High risk has its reward.
It was beginning to look doubtful that high-risk high school sports will be played in Suffolk County this school year. Then a pair of announcements over a four-day span changed everything. First, high-risk sports received authorization Friday from the New York State Department of Health to begin practice and competition on Feb. 1, if permitted by local health authorities. Then, Suffolk County gave its blessing Monday for those sports — basketball, boys lacrosse, competitive cheerleading, football, ice hockey, volleyball and wrestling — to compete this year.
Suffolk County Executive Steve Bellone announced at a news conference Monday “that we will be able to have those high-risk sports return and to have our student-athletes back on the field, where they belong.”
Bellone’s announcement could be seen as a positive lift for athletes whose high-risk sports had been postponed indefinitely. His office said this decision will allow for about 21,500 Suffolk athletes to participate.
“Kids want to play, and we know the health benefits of sports to our kids, so if we can get them back on the field in a safe way and as safely as possible, we know that it will bring great benefits to them and to all of the kids who have been missing playing,” Bellone said. “So, we are today announcing that the Suffolk County Health Department is putting forward guidance that will allow our kids to return to the field, playing in what has been categorized as high-risk sports.”
Tom Combs, executive director of Section XI, Suffolk’s interscholastic sports governing body, called it a “great day for Suffolk County athletics.” He said: “This is a day that we weren’t quite sure was going to happen this year, but we are ecstatic that the student-athletes will have the opportunity to play high-risk sports. Our student-athletes, coaches, officials, communities are all very, very happy for this day, and we really appreciate the collaborative approach that occurred with all of our facets here, making this possible. It’s a great example of how teamwork actually works.”
The county health department’s blessing comes with guidance that requires weekly testing of athletes, said to be the first mandatory testing for student-athletes in the state.
“Testing is critical to confronting COVID-19,” stated Bellone, who said the state has already made 20,000 rapid tests available. “It’s because of the work that we have already done that we can say with confidence that we can do this.”
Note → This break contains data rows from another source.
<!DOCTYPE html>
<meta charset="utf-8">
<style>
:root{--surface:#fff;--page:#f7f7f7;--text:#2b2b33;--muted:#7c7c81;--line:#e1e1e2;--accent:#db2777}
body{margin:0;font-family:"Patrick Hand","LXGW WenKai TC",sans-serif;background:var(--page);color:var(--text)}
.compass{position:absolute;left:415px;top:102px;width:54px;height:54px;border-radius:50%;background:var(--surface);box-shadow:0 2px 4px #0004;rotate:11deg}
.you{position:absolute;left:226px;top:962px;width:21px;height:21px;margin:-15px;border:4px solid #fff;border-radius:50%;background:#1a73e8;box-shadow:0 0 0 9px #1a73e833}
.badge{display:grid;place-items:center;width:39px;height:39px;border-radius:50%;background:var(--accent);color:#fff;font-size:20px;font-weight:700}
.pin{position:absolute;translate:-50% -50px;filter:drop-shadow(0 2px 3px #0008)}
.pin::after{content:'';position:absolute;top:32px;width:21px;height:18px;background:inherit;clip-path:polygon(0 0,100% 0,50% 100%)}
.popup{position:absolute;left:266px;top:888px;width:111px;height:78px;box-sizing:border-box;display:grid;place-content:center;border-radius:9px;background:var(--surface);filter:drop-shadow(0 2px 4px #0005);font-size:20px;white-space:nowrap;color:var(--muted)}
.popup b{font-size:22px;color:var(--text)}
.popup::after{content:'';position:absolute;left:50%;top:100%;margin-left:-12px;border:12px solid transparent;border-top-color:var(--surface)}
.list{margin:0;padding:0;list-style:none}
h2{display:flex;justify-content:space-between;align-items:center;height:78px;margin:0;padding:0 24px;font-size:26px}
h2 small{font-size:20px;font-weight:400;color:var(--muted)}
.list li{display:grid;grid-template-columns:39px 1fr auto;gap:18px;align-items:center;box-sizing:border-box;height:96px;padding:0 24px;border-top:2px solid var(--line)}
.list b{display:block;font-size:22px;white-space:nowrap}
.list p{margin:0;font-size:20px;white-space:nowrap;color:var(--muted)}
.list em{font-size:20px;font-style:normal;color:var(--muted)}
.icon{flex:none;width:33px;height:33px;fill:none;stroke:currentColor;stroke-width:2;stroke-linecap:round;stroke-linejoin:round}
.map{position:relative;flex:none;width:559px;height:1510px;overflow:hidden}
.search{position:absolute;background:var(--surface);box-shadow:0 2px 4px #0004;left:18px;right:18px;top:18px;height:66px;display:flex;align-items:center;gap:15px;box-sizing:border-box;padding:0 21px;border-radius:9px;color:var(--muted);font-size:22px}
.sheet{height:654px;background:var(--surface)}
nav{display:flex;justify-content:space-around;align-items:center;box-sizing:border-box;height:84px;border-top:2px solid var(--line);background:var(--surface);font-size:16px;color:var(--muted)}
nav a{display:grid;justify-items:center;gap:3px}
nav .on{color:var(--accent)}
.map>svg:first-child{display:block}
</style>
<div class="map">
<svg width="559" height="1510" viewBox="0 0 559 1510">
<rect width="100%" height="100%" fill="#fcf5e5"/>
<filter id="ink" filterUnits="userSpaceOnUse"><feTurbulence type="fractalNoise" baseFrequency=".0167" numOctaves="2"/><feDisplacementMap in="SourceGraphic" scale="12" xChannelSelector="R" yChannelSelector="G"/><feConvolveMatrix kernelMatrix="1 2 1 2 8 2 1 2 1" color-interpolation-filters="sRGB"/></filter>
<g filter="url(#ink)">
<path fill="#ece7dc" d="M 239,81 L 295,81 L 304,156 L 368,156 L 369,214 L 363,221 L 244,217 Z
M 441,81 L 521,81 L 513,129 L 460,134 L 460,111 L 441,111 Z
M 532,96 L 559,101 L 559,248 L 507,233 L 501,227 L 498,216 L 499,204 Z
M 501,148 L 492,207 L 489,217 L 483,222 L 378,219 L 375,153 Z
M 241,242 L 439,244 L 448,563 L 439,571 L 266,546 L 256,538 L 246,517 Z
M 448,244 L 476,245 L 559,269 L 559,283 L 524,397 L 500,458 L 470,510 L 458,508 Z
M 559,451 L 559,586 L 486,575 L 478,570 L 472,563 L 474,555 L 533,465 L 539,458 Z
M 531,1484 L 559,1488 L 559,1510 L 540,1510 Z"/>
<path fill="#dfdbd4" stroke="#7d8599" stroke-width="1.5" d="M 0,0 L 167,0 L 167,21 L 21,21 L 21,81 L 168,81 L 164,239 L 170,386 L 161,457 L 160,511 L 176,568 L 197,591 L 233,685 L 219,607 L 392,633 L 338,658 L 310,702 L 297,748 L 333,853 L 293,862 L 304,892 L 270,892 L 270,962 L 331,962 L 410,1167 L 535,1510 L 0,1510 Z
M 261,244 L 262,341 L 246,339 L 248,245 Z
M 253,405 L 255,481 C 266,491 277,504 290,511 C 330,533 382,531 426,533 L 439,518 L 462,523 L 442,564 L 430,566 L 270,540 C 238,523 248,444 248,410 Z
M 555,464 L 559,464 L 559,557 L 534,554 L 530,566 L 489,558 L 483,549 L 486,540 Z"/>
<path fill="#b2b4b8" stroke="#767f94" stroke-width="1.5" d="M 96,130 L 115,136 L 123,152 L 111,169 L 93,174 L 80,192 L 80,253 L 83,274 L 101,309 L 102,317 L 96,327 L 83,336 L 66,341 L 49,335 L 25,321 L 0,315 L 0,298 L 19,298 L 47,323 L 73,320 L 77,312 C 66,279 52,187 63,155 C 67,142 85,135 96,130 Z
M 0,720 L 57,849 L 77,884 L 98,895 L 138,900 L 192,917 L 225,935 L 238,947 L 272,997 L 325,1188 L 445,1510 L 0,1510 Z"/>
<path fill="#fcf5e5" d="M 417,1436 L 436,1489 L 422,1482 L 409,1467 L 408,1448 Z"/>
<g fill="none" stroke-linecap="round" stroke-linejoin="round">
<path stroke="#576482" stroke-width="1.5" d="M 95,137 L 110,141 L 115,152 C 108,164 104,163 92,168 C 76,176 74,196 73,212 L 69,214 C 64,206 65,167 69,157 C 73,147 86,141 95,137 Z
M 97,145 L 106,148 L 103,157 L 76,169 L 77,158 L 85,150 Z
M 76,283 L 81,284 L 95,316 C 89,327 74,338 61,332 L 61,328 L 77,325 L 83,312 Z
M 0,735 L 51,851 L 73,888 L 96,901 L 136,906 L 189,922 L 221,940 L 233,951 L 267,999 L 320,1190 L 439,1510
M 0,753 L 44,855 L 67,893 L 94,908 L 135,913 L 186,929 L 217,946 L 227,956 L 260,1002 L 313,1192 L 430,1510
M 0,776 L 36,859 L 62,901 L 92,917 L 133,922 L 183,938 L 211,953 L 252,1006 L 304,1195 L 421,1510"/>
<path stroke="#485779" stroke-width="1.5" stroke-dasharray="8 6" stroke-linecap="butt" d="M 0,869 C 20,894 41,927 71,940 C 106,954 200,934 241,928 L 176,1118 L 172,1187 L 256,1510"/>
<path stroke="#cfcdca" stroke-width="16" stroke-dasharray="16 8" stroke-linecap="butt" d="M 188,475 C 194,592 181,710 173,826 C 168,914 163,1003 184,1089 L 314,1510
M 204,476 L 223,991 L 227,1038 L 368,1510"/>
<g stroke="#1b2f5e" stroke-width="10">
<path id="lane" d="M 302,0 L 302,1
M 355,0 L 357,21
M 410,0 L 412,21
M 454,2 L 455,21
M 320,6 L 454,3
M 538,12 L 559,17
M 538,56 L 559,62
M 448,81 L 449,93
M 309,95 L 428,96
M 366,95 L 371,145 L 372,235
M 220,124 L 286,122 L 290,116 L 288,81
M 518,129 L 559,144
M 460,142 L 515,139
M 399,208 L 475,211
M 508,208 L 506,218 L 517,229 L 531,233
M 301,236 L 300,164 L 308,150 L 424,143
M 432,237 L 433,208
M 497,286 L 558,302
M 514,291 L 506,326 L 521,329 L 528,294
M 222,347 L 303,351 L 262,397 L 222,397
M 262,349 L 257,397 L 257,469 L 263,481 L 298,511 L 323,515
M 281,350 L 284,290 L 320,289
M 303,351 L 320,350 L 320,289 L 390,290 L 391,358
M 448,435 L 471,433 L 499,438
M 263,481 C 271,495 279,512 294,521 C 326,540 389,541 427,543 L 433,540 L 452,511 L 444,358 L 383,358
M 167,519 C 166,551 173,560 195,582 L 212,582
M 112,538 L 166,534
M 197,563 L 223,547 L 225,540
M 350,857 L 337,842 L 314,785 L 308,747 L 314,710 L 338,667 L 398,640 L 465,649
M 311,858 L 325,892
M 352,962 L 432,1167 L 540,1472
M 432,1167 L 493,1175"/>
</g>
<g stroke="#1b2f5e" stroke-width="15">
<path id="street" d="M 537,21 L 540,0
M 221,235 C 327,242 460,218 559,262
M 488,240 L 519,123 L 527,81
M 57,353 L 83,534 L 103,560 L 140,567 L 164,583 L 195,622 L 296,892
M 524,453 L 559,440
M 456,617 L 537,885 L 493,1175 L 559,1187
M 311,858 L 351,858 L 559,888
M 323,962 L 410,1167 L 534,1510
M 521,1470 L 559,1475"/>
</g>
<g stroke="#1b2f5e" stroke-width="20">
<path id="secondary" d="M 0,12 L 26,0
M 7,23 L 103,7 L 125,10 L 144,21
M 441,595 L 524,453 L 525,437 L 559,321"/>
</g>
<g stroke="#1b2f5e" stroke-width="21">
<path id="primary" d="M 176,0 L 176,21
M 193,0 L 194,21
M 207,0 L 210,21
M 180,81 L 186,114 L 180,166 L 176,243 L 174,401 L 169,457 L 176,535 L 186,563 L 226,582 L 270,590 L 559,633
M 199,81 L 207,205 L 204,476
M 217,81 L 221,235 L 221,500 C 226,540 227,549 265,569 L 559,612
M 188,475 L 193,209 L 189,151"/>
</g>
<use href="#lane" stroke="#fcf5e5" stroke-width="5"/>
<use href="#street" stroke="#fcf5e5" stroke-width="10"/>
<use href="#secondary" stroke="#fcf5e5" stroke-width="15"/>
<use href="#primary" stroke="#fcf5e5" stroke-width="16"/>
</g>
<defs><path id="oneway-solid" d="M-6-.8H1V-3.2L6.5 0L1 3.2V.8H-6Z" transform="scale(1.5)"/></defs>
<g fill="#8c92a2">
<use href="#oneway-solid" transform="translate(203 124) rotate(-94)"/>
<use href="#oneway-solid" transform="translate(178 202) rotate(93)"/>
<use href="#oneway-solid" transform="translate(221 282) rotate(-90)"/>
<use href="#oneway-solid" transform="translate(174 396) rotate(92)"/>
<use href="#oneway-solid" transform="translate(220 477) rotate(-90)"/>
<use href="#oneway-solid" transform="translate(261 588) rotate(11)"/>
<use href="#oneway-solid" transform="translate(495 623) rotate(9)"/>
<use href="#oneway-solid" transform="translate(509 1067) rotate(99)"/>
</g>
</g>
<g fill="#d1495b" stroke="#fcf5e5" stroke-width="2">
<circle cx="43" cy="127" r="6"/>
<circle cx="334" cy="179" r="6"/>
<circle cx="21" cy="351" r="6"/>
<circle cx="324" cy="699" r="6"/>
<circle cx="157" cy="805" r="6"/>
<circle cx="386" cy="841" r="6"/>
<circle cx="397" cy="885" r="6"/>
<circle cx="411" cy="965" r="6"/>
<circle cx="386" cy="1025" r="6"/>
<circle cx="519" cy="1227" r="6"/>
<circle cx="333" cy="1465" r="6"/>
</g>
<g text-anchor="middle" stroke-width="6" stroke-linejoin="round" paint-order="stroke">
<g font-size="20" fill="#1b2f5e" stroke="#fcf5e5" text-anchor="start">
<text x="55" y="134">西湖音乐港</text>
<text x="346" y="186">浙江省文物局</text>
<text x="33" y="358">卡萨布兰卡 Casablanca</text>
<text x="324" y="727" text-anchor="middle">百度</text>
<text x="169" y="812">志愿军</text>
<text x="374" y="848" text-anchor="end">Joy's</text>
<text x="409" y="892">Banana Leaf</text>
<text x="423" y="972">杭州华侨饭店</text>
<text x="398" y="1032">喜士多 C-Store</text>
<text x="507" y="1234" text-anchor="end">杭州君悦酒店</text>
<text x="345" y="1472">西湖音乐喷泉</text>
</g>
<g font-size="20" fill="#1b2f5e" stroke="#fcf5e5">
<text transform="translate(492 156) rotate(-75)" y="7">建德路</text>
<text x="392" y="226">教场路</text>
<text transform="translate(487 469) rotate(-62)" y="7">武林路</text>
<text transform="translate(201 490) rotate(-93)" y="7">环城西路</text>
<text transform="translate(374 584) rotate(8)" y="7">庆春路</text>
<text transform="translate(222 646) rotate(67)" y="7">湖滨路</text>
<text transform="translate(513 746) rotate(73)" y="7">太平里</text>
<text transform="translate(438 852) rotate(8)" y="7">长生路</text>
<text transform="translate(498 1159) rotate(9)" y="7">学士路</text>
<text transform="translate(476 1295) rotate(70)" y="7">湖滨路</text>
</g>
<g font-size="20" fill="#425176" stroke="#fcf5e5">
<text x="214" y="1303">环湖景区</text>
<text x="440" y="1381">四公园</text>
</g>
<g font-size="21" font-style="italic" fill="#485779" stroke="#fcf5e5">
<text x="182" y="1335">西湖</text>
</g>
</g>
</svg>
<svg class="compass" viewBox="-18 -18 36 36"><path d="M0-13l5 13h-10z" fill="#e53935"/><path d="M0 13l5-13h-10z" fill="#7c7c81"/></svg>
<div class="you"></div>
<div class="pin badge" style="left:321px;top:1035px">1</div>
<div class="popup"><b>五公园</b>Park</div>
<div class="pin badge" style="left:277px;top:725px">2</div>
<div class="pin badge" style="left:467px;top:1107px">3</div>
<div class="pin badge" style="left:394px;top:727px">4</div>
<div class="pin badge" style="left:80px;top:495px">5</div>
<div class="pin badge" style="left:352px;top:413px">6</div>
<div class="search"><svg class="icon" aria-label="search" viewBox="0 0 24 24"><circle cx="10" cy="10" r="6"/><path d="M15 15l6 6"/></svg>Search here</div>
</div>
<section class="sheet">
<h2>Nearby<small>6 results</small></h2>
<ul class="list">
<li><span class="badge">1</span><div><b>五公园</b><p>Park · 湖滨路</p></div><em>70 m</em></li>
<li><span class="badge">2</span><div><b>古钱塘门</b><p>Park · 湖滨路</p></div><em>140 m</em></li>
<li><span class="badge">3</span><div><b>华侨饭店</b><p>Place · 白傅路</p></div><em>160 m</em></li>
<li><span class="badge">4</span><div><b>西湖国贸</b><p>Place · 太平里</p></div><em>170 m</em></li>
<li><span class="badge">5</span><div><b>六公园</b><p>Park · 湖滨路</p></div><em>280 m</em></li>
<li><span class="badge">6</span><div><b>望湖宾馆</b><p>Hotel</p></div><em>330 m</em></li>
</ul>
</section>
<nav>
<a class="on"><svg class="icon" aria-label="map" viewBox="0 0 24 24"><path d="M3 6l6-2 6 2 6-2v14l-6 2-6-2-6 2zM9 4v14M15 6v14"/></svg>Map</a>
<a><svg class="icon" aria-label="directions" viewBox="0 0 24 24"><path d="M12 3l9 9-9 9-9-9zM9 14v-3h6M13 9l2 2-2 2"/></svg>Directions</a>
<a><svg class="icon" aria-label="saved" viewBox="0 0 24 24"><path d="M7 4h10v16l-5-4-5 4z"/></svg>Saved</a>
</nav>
Among other measures that are part of the guidance: taking temperatures of players and coaches prior to practices and games; attestations about not having COVID-19 symptoms; minimizing equipment sharing; maintaining attendance logs for players and coaches; playing in “smart spaces” (outdoors, if possible); wearing face masks whenever possible.
Athletes will also be asked to take a pledge called the “Champion of the Community Pledge.”
“This pledge essentially will send the message and reinforce the message that our conduct off the field is going to be just as important if not more important than our conduct on the field because it’s off the field, outside of the school, where we have seen the spread of this virus,” Bellone said. “I know that our student-athletes, as they have in the past, will rise to the occasion here.”
Practice for low- and-moderate-risk sports began Jan. 4. Long Island public schools didn’t play sports last fall and have opted to play three shortened sports seasons in the first half of 2021. The winter season will end Feb. 28. Fall sports will kick into action March 1 and conclude April 24. The spring season is slated to go from April 26 to June 19.
Combs said Suffolk athletic officials had determined they do not want the seasons to overlap. Suffolk athletic directors voted not to allow spectators at practices and games, he said.
All athletes need six practices to be eligible to compete, except for wrestlers, who need 10, said Combs.
“We’re ready to go,” Combs told Times Review Media Group Saturday. “We’ve been preparing for this. We knew it was going to be a tough road. We didn’t think, quite honestly, that we would have this opportunity.”
Dr. Ronald Masera, the Suffolk County School Superintendents Association president, joined Bellone and Combs in Monday’s announcement. He expressed confidence in the safe return of high-risk sports.
“I believe that one of the things that schools do very well is organize, coordinate and certainly problem-solve,” Masera said. “We have the ability to put systems in place to keep kids safe. I think we’ve proven that and I think we’ll be able to do that again.”
Bellone said a number of county parks, including Blydenburgh County Park in Smithtown where Monday’s outdoor presser was held, will be opened to cross-country teams to practice and participate in meets.
“This has been an unprecedented event, a natural disaster we’re all dealing with,” Bellone said. “There’s no playbook for it. We’ve just had to work together to try to do the right thing. And, I will tell you this, and I’ve said it before, when we’ve been confronted with decisions, they’re never black and white; they’re never simple.”
“As we work through this,” he continued, “I think we all started from a place knowing that it is in the best interests of our kids, of our athletes, to get them back on the field to allow them to play the sports that they love.”